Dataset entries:
[Start of Attachment]
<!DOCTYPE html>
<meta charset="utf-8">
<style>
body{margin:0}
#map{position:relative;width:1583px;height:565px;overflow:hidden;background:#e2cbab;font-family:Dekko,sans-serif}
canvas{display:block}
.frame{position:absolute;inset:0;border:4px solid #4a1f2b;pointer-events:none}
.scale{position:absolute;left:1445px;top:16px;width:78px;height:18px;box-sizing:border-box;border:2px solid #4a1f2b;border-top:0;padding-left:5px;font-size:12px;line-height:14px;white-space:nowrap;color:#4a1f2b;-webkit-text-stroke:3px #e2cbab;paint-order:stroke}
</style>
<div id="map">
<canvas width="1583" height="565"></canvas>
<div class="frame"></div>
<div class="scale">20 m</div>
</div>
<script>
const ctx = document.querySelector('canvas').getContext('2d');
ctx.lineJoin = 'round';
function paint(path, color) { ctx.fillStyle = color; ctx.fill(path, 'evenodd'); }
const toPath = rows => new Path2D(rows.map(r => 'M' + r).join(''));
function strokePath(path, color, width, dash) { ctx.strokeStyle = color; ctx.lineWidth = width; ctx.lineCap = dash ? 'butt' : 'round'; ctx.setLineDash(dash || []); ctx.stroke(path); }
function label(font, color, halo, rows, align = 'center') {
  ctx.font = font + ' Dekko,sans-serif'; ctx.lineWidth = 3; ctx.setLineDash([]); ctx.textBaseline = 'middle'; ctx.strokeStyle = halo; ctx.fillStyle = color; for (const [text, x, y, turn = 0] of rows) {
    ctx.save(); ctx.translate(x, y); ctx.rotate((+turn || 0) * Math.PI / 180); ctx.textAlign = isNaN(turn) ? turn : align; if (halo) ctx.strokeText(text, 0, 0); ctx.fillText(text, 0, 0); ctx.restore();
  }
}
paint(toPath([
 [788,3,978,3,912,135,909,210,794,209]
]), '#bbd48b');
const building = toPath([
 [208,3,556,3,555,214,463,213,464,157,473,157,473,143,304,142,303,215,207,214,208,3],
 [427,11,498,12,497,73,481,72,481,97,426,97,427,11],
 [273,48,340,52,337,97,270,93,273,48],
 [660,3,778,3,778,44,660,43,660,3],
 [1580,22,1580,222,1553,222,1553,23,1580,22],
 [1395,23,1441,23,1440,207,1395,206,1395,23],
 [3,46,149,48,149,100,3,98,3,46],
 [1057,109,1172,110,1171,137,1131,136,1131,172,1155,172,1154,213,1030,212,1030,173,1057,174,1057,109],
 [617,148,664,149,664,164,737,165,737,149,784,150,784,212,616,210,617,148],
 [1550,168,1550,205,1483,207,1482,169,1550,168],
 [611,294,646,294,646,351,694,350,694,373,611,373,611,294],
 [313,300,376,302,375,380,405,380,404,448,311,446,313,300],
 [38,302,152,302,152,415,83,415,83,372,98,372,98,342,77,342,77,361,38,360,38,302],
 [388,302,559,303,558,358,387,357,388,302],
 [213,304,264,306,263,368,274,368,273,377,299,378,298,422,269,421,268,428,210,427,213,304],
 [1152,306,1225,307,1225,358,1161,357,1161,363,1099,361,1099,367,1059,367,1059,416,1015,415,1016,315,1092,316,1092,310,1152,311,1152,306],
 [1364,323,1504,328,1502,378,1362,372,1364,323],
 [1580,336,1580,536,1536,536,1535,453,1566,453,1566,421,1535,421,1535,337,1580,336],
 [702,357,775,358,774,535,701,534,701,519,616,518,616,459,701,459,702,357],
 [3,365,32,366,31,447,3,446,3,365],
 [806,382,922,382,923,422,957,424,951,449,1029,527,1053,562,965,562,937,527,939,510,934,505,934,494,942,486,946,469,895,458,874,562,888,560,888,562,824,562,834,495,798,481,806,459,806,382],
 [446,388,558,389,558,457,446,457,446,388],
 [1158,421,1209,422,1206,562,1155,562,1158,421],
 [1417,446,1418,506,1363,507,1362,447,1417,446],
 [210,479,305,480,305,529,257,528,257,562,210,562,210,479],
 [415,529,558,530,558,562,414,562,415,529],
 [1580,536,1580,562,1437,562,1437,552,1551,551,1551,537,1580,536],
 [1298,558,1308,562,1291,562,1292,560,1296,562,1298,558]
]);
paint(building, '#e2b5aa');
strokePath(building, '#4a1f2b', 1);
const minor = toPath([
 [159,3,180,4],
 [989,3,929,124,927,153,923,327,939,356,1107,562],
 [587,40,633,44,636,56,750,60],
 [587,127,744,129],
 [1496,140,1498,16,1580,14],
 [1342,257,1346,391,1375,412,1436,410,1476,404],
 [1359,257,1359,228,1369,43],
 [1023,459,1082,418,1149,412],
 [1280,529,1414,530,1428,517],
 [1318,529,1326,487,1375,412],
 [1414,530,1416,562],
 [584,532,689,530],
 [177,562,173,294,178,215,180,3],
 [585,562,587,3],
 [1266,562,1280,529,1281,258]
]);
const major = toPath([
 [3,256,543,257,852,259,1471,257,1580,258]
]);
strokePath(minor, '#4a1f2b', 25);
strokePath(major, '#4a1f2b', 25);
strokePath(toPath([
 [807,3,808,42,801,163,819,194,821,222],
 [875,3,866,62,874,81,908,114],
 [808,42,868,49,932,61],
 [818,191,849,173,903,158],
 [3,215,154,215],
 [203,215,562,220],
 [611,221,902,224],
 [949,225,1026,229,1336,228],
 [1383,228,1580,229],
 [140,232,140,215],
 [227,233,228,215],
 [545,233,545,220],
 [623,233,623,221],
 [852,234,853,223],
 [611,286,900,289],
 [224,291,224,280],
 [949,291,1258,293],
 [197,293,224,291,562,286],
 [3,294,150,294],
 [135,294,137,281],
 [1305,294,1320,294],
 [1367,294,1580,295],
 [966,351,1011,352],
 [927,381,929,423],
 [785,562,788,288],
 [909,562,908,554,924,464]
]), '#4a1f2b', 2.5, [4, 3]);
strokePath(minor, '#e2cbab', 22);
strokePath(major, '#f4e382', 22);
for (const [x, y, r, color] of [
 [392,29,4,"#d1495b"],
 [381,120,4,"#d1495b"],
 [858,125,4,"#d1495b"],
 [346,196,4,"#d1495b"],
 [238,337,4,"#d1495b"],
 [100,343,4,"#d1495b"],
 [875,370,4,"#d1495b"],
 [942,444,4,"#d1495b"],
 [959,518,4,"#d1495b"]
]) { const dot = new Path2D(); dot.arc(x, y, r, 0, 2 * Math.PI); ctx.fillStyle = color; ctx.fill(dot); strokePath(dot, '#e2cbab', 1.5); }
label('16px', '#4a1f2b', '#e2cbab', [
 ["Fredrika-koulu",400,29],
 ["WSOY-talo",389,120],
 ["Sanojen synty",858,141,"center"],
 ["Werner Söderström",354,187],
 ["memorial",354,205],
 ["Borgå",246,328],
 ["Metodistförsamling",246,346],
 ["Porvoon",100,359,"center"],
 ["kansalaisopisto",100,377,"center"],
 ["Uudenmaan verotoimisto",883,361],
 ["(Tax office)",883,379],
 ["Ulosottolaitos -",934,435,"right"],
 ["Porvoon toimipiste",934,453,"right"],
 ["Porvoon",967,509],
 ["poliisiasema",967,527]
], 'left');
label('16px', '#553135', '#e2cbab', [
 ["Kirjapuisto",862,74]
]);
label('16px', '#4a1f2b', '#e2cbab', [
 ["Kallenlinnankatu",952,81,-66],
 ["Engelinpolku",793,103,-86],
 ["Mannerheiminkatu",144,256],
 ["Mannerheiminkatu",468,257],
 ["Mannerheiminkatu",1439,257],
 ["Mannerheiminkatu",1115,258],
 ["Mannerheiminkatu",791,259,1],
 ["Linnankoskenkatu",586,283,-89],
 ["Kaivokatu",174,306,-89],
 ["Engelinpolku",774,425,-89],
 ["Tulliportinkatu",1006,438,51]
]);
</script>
[End of Attachment]
Write out again, exactly, the lines from the start of the entries up to and including the one with "function paint(path, color)". Nothing else belongs in the reply.

<!DOCTYPE html>
<meta charset="utf-8">
<style>
body{margin:0}
#map{position:relative;width:1583px;height:565px;overflow:hidden;background:#e2cbab;font-family:Dekko,sans-serif}
canvas{display:block}
.frame{position:absolute;inset:0;border:4px solid #4a1f2b;pointer-events:none}
.scale{position:absolute;left:1445px;top:16px;width:78px;height:18px;box-sizing:border-box;border:2px solid #4a1f2b;border-top:0;padding-left:5px;font-size:12px;line-height:14px;white-space:nowrap;color:#4a1f2b;-webkit-text-stroke:3px #e2cbab;paint-order:stroke}
</style>
<div id="map">
<canvas width="1583" height="565"></canvas>
<div class="frame"></div>
<div class="scale">20 m</div>
</div>
<script>
const ctx = document.querySelector('canvas').getContext('2d');
ctx.lineJoin = 'round';
function paint(path, color) { ctx.fillStyle = color; ctx.fill(path, 'evenodd'); }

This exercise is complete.